España, 11 de mayo.- La hegemonía de Mercedes es incontestable. En apenas cuatro Grandes Premios parece haber encaminado su título en el Campeonato de Constructores, aunque todavía falte una eternidad para el final de la temporada la diferencia respecto a Red Bull (154 a 57 puntos) se imagina irreversible salvo una catástrofe en la escudería alemana.
En el circuito de Barcelona, Mercedes brindó otra función de su abismal superioridad gracias a un auto un segundo más veloz que el resto. Lewis Hamilton (75 unidades) fue nuevamente inalcanzable y conquistó la pole position, su tercera en el campeonato. Nico Rosberg, líder del campeonato con 79 puntos, frenó el cronómetro en apenas 168 centésimas más que su compañero y largará desde la segunda posición.
La alternancia es monopólica: Mercedes se adueñó de todas las poles y los Grandes Premios de la temporada. Incluso, Rosberg y Hamilton hicieron siempre el 1-2 salvo en Australia, donde un problema técnico marginó al piloto inglés.

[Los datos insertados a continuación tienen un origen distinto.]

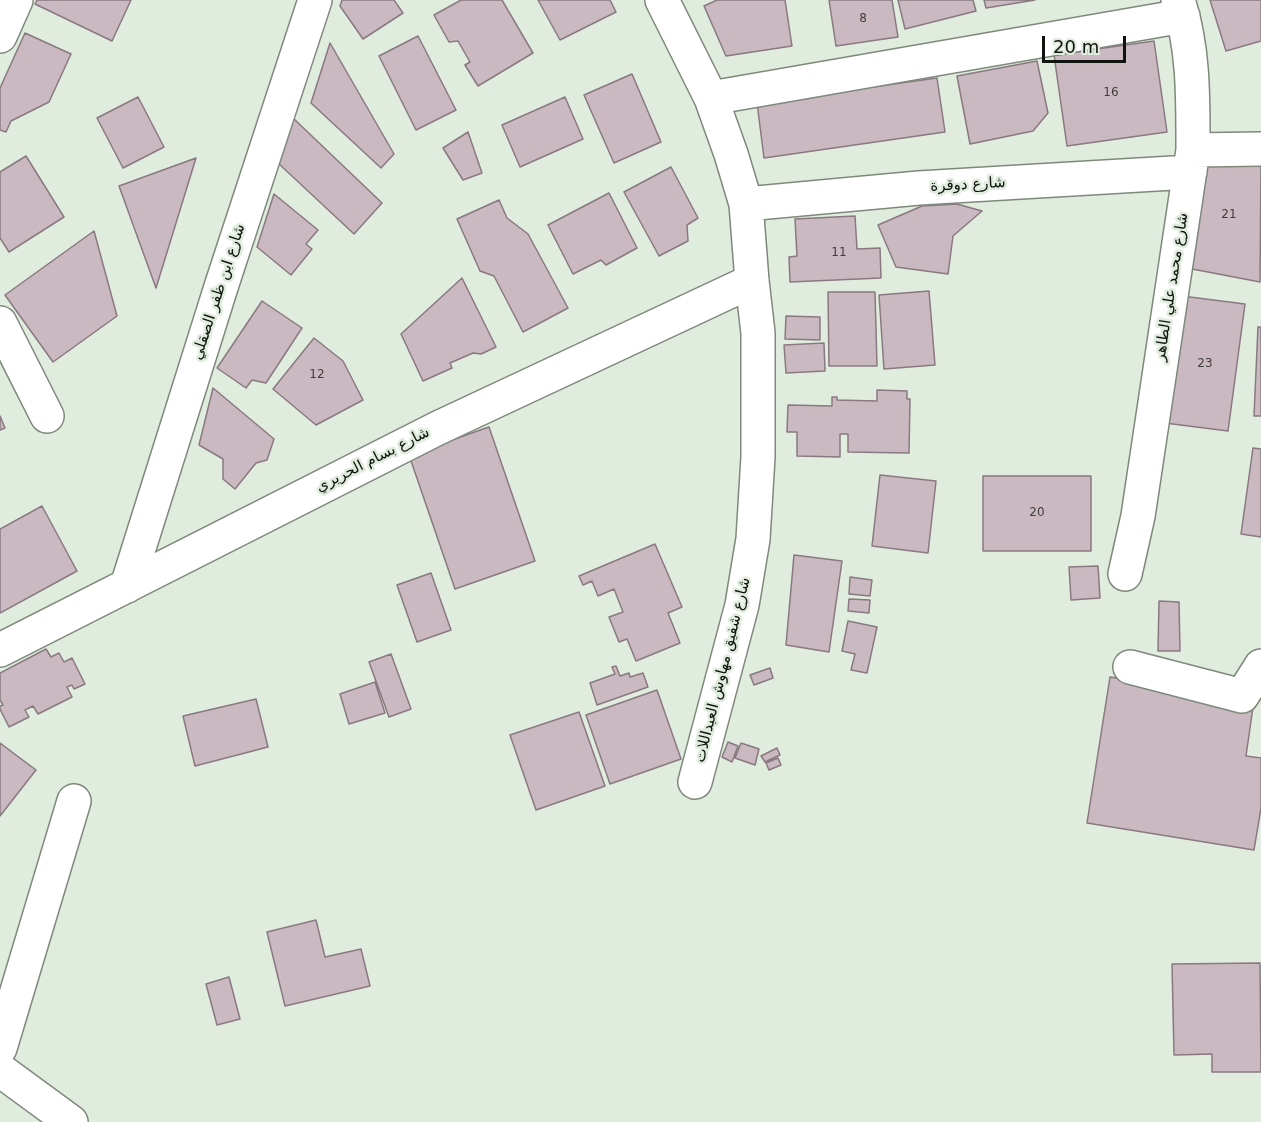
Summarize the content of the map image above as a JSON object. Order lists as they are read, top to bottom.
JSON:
{
  "streets": {
    "street": [
      "شارع دوقرة",
      "شارع محمد علي الطاهر",
      "شارع ابن ظفر الصقلي",
      "شارع بسام الحريري",
      "شارع شفيق مهاوش العبداللات"
    ]
  },
  "crossings": [
    ["شارع دوقرة", "شارع محمد علي الطاهر"],
    ["شارع دوقرة", "شارع شفيق مهاوش العبداللات"],
    ["شارع ابن ظفر الصقلي", "شارع بسام الحريري"],
    ["شارع بسام الحريري", "شارع شفيق مهاوش العبداللات"]
  ],
  "house_numbers": [
    "8",
    "16",
    "21",
    "11",
    "23",
    "12",
    "20"
  ],
  "scale_bar": "20 m"
}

Daniel Ricciardo, con su Red Bull, completa el podio. Su coetáneo Sebastian Vettel, tetracampeón del mundo y quinto en el actual torneo, tuvo otra tarde negra con inconvenientes en su chásis que lo marginaron en la tercera qualy y largará décimo. En tanto, el español Fernando Alonso saldrá desde la séptima posición con su Ferrari.